PROBLEM:
Please report each line of the data below that contains "Lignon".

THE DATA:

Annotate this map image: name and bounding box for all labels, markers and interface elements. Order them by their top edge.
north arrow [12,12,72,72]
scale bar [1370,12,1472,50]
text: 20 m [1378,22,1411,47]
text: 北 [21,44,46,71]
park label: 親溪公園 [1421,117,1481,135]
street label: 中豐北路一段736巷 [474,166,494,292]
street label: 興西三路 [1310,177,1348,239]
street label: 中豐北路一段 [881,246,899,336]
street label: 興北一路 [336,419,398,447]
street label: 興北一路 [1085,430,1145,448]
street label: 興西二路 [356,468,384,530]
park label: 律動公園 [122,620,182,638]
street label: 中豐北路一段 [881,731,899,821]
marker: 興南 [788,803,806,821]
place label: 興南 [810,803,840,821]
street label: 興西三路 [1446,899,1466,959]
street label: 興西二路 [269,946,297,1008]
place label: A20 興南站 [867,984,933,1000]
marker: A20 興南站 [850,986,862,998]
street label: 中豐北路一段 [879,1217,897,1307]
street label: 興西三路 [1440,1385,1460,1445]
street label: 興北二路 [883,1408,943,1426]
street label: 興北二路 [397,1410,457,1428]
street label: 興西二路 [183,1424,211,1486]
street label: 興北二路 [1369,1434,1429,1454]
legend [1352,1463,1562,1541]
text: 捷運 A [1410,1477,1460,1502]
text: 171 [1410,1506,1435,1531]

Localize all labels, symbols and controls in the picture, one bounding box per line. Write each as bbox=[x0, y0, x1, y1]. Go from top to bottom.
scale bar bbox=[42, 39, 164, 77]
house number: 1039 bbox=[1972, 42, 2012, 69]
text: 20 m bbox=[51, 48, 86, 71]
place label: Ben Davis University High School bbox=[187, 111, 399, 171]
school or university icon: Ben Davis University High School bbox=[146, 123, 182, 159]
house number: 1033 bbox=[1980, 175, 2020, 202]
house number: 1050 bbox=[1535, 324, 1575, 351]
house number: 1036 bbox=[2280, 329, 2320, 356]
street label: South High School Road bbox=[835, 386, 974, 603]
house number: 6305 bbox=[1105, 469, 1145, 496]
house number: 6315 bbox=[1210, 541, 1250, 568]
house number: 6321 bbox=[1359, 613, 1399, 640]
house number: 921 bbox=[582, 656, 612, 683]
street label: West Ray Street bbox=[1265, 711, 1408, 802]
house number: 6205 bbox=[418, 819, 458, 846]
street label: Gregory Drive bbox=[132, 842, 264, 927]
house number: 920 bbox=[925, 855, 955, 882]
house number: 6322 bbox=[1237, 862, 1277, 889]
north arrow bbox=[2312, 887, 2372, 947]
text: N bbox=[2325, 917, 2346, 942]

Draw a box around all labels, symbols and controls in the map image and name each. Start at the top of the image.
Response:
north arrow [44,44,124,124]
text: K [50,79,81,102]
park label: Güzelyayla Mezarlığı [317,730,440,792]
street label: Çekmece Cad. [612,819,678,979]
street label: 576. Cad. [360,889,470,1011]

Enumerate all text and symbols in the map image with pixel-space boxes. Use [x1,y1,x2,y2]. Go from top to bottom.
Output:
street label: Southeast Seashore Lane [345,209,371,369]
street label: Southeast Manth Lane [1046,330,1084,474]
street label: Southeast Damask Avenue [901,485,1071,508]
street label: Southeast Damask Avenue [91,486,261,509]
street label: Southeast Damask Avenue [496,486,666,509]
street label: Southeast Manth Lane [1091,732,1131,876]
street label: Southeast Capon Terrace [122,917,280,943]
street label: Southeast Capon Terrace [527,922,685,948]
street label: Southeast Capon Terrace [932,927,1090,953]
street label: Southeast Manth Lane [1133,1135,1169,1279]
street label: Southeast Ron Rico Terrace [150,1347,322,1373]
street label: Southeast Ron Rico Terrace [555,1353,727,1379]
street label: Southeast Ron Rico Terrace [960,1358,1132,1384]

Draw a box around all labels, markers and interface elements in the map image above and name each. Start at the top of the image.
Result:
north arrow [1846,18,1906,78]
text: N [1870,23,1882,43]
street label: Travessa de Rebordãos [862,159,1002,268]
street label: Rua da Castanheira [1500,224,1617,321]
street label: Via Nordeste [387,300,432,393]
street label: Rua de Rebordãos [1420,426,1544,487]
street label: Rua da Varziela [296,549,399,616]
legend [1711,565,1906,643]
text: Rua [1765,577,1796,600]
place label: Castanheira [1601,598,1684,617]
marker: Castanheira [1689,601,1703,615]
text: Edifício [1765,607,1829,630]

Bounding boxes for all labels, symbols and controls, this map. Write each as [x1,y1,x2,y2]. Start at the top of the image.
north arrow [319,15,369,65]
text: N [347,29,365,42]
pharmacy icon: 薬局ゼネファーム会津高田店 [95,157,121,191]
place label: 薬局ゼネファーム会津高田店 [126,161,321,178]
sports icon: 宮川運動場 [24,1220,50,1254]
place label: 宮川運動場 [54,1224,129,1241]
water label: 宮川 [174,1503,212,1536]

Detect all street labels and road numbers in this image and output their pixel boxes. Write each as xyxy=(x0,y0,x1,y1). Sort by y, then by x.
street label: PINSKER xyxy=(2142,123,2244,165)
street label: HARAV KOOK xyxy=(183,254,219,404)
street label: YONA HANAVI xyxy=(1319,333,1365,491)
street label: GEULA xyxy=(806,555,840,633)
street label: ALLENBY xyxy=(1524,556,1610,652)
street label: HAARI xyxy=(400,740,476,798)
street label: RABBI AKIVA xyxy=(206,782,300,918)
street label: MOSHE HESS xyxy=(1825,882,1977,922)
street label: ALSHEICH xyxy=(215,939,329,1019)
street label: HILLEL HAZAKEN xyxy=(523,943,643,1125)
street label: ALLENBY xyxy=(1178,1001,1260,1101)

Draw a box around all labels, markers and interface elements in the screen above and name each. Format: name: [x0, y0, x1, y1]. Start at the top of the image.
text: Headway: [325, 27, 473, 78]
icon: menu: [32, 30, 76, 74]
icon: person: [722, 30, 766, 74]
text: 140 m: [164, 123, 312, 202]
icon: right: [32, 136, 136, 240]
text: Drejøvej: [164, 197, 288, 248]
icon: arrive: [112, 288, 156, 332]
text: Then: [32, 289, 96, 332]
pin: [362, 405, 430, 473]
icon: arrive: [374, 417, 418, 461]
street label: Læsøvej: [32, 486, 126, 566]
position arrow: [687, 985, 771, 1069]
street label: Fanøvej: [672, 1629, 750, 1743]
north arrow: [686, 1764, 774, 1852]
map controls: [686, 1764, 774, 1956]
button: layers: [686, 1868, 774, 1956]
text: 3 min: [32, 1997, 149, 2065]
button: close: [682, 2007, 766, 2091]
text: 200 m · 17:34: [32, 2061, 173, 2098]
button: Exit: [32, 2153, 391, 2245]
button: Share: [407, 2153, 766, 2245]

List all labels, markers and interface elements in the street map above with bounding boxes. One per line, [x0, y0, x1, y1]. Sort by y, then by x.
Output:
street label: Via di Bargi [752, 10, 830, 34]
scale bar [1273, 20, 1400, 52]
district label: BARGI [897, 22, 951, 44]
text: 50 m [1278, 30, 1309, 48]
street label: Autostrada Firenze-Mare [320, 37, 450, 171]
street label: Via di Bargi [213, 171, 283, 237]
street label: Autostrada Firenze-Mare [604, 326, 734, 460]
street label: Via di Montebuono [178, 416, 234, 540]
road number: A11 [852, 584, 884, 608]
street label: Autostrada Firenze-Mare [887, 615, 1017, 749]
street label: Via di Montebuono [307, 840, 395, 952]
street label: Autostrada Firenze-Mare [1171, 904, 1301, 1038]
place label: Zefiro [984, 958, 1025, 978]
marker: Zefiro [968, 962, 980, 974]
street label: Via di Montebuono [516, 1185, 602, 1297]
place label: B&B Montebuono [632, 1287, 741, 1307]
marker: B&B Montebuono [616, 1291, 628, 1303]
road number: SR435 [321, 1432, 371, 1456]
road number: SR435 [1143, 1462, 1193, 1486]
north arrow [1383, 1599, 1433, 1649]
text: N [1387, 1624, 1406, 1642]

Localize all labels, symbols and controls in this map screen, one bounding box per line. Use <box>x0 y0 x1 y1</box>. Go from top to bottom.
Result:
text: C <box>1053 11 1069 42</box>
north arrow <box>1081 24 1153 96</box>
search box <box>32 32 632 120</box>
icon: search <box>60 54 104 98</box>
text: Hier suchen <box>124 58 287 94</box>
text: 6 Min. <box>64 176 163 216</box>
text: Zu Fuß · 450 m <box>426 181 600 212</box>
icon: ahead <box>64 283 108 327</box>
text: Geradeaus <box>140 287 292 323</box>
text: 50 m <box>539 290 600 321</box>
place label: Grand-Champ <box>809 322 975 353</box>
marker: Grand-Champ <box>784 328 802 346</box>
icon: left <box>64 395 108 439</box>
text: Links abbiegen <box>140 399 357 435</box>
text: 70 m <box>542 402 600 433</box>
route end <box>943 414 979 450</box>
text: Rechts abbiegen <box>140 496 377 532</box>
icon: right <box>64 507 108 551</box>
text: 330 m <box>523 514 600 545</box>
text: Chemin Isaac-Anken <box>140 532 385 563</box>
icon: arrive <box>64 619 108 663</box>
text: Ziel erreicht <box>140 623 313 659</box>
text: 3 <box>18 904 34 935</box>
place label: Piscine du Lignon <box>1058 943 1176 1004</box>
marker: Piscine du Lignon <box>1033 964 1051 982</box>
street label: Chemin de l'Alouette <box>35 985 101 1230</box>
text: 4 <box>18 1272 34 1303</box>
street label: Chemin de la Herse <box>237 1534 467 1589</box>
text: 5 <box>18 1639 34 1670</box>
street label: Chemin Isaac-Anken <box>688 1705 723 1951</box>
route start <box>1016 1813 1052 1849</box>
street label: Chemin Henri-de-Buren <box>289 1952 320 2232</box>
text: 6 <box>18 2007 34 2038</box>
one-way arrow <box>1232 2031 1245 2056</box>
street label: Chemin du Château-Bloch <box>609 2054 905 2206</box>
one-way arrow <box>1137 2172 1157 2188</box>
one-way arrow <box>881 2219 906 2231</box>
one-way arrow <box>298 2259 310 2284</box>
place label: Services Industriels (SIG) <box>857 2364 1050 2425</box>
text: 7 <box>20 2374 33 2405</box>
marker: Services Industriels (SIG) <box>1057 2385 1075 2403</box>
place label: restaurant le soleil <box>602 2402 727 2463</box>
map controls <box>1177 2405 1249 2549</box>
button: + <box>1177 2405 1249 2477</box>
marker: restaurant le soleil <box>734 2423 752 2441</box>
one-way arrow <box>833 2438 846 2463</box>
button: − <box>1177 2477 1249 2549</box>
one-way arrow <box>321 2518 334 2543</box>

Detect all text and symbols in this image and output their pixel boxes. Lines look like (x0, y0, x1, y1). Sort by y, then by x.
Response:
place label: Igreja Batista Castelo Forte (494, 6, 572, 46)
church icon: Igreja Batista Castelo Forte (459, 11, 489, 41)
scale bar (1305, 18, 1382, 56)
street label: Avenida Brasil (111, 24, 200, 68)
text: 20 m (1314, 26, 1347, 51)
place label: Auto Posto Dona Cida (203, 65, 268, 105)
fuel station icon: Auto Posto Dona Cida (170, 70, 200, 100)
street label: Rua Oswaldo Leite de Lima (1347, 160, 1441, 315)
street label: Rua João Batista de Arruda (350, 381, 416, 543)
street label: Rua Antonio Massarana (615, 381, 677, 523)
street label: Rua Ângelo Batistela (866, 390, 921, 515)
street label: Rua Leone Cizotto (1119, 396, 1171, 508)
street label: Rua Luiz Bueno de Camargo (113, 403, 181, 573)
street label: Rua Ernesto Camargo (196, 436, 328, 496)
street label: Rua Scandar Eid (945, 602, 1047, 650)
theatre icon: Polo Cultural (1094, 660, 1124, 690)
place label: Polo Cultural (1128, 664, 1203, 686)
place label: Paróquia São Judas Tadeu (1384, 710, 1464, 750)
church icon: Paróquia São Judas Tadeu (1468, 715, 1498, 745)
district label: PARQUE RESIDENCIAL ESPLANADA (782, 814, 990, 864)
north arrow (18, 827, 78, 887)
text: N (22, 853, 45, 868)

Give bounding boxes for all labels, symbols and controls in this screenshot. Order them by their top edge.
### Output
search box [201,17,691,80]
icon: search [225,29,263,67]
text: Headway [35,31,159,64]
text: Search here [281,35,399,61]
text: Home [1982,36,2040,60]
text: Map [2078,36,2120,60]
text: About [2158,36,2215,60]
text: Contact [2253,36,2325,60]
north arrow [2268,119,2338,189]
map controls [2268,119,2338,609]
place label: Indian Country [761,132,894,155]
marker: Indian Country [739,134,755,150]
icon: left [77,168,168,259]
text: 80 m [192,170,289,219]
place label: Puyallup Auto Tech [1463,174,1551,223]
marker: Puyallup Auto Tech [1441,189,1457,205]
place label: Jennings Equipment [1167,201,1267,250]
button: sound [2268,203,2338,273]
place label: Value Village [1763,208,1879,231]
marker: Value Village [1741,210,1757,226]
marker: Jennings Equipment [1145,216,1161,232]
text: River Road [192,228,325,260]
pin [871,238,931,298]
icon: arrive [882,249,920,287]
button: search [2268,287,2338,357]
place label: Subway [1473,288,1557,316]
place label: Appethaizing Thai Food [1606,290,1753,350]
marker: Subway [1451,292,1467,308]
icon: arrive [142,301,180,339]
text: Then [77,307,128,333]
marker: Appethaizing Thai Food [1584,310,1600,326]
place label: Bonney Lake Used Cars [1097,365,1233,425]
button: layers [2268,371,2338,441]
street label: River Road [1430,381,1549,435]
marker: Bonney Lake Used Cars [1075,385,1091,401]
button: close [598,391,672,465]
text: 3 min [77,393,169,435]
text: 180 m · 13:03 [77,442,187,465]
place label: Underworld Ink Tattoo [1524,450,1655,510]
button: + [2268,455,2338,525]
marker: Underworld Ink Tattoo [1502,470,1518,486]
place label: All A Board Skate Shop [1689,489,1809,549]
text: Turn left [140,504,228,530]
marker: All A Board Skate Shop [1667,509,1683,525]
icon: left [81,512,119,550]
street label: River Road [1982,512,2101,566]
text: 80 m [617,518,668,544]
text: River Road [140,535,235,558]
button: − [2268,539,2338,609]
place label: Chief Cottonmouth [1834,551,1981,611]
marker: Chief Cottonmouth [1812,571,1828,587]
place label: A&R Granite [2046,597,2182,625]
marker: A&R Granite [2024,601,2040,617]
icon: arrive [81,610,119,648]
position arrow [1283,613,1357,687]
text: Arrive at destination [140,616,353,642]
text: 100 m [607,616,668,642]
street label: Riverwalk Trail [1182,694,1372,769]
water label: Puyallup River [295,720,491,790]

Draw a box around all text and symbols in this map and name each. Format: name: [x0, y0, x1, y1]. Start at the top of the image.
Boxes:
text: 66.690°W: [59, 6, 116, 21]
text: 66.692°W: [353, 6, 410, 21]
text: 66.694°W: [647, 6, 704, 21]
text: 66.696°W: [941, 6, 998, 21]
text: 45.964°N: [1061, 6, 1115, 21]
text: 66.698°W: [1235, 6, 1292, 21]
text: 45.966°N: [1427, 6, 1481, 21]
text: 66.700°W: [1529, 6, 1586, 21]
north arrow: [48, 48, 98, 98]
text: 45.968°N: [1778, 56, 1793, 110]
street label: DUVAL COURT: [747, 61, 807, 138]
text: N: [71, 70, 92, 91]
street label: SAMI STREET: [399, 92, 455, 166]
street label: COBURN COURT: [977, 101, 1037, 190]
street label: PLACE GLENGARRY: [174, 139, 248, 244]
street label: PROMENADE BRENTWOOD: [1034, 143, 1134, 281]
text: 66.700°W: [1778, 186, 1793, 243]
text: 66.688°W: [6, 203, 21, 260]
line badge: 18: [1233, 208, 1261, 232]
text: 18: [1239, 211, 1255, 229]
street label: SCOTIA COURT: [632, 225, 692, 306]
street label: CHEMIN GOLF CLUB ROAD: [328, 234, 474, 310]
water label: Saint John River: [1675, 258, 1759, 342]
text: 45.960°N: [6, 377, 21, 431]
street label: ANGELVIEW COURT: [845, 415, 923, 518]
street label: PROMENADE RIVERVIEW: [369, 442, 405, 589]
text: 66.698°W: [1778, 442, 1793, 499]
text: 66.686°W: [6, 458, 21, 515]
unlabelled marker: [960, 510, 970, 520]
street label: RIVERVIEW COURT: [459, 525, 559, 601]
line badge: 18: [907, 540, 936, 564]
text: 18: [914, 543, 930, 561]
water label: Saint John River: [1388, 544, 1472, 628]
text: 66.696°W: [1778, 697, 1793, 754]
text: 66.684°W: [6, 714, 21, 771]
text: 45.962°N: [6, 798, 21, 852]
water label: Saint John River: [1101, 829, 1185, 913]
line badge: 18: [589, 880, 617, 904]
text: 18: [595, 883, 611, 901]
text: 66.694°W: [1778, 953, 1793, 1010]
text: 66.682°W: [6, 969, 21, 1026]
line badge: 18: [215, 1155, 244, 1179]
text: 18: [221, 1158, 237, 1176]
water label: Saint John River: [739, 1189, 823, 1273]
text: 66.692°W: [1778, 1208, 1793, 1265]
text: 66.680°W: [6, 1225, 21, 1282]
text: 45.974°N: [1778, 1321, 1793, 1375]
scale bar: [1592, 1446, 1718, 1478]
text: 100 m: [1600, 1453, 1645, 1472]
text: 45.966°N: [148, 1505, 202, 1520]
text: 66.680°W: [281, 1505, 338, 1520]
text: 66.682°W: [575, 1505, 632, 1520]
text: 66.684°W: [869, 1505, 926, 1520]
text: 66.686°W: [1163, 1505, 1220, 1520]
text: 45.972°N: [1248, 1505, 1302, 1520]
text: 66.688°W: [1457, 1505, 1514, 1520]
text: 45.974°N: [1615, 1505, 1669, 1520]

PROBLEM SOLUTION:
place label: Piscine du Lignon <box>1058 943 1176 1004</box>
marker: Piscine du Lignon <box>1033 964 1051 982</box>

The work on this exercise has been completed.